Now consider the following question:
Assume you sample $k$ values from the same distribution until $X_1 > X_2 > \ldots > X_k$. What is $\mathbb{E}[X_i]$, or in other words $\mathbb{E}[X_i | X_1 > X_2 >\ldots > X_k]$?
The only difference here is that $X_i$ are order from the largest to the smallest value, but I would say that the same arguments as above stand and $\mathbb{E}[X_i | X_1 > X_2 >\ldots > X_k] = 1-\frac{i}{k+1}$ (because $X_i' \leftrightarrow X_{k+1-i}$).
Is this correct?
My second and the main question is the following.
Assume we sample $k+1$ elements until $X_1 > X_2 > \cdots > X_k$ and $X_{k+1} > X_k$.
What is $\mathbb{E}[X_i | X_1 > X_2 > \cdots > X_k \cap X_{k+1} > X_k]$.
In other words we sample until the first $k$ elements are in decreasing order, but the $k+1$'st one is not.
Then, how do I compute $\mathbb{E}[X_i]$ ?
EDIT: The motivation for this question comes from About problem A4 2022 of Putnam
If $X_1, X_2, \ldots, X_k, X_{k+1}$ are i.i.d. random sample, then each permutation are equally likely.
Given $X_1 > X_2 > \ldots > X_k$, for a new i.i.d. random sample $X_{k+1}$, it is equally-likely for $X_{k+1}$ to be inserted in one of the following $(k+1)$ intervals: $$\{(-\infty, X_k), (X_k, X_{k-1}), \ldots, (X_2, X_1), (X_1, +\infty)\}$$
assuming the underlying distribution is a continuous distribution and tie can be neglected. So the new rank of the new observation $X_{k+1}$, after inserting in the original sample, will be a discrete uniform distribution on $\{1, 2, \ldots, k+1\}$ depending on which interval is chosen.
Now if we further given $X_{k+1} > X_k$, then the first interval is excluded and the remaining $k$ choices for insertion are still equally-likely. $i$ of the interval will make the new sample greater than $X_i$ and $k-i$ of them will make it less than $X_i$.

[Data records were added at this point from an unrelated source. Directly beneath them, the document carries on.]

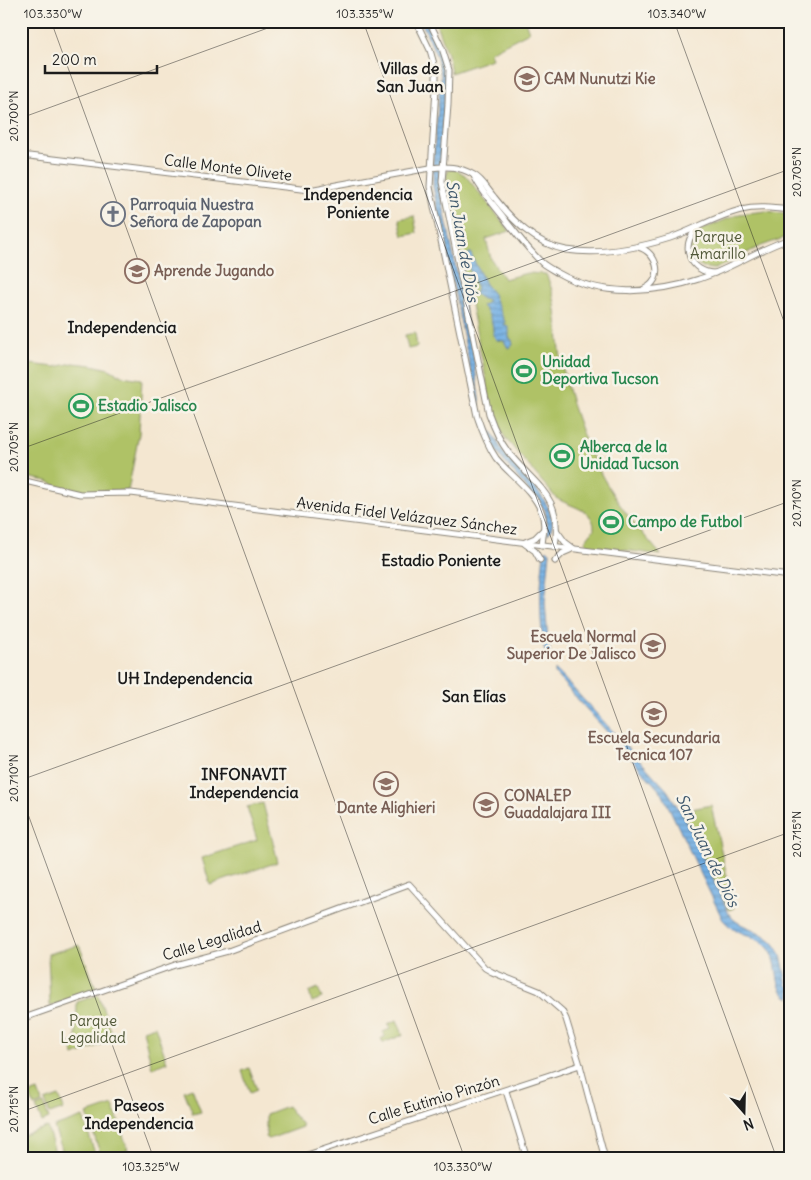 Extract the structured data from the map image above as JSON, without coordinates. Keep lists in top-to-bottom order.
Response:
{
  "streets": {
    "street": [
      "Calle Monte Olivete",
      "Avenida Fidel Velázquez Sánchez",
      "Calle Legalidad",
      "Calle Eutimio Pinzón"
    ]
  },
  "crossings": [
    ["Calle Legalidad", "Calle Eutimio Pinzón"]
  ],
  "districts": [
    "Villas de San Juan",
    "Independencia Poniente",
    "Independencia",
    "Estadio Poniente",
    "UH Independencia",
    "San Elías",
    "INFONAVIT Independencia",
    "Paseos Independencia"
  ],
  "water": ["San Juan de Diós"],
  "parks": ["Parque Amarillo", "Parque Legalidad"],
  "places": {
    "school or university": [
      "CAM Nunutzi Kie",
      "Aprende Jugando",
      "Escuela Normal Superior De Jalisco",
      "Escuela Secundaria Tecnica 107",
      "Dante Alighieri",
      "CONALEP Guadalajara III"
    ],
    "church": ["Parroquia Nuestra Señora de Zapopan"],
    "sports": [
      "Unidad Deportiva Tucson",
      "Estadio Jalisco",
      "Alberca de la Unidad Tucson",
      "Campo de Futbol"
    ]
  },
  "scale_bar": "200 m",
  "north": "bottom",
  "coordinates": [
    "103.330°W",
    "103.335°W",
    "103.340°W",
    "20.700°N",
    "20.705°N",
    "20.710°N",
    "20.715°N",
    "103.325°W"
  ]
}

To avoid confusion, we still keep the descending ordering, but adding the total number of sample to distinguish between the original sample with the new sample after insertion. Given the original sample,
$$ X_{1:k} > X_{2:k} > \ldots > X_{k:k} $$
There is a probability $i/k$ for the new sample greater than $X_{i:k}$, and a probability of $1-i/k$ for the new sample less than $X_{i:k}$ (but still greater than $X_{k:k}$). So we have
$$ X_{i:k} = \begin{cases} X_{i+1:k+1} & \text{if } X_{k+1} > X_{i:k} & \text{with probability } \displaystyle \frac {i} {k}\\ X_{i:k+1} & \text{if } X_{k+1} < X_{i:k} & \text{with probability } \displaystyle 1 - \frac {i} {k}\end{cases}$$
Therefore by law of total probability,
$$ E[X_{i:k}|X_{1:k} > X_{2:k} > \ldots > X_{k:k} \cap X_{k+1} > X_{k:k}] = E[X_{i+1:k+1}]\frac {i} {k} + E[X_{i:k+1}]\left(1 - \frac {i} {k}\right)$$
In particular when the sample are from $\text{Uniform}(0,1)$, the above become $$ \left(1 - \frac {i+1} {k+1}\right)\frac {i} {k} + \left(1 - \frac {i} {k+1}\right)\left(1 - \frac {i} {k}\right) = \frac {(k-i)i + (k+1-i)(k-i)} {k(k+1)} = \frac {k-i} {k} = 1 - \frac {i} {k}$$
So it does not change the expectation after insertion of the new sample.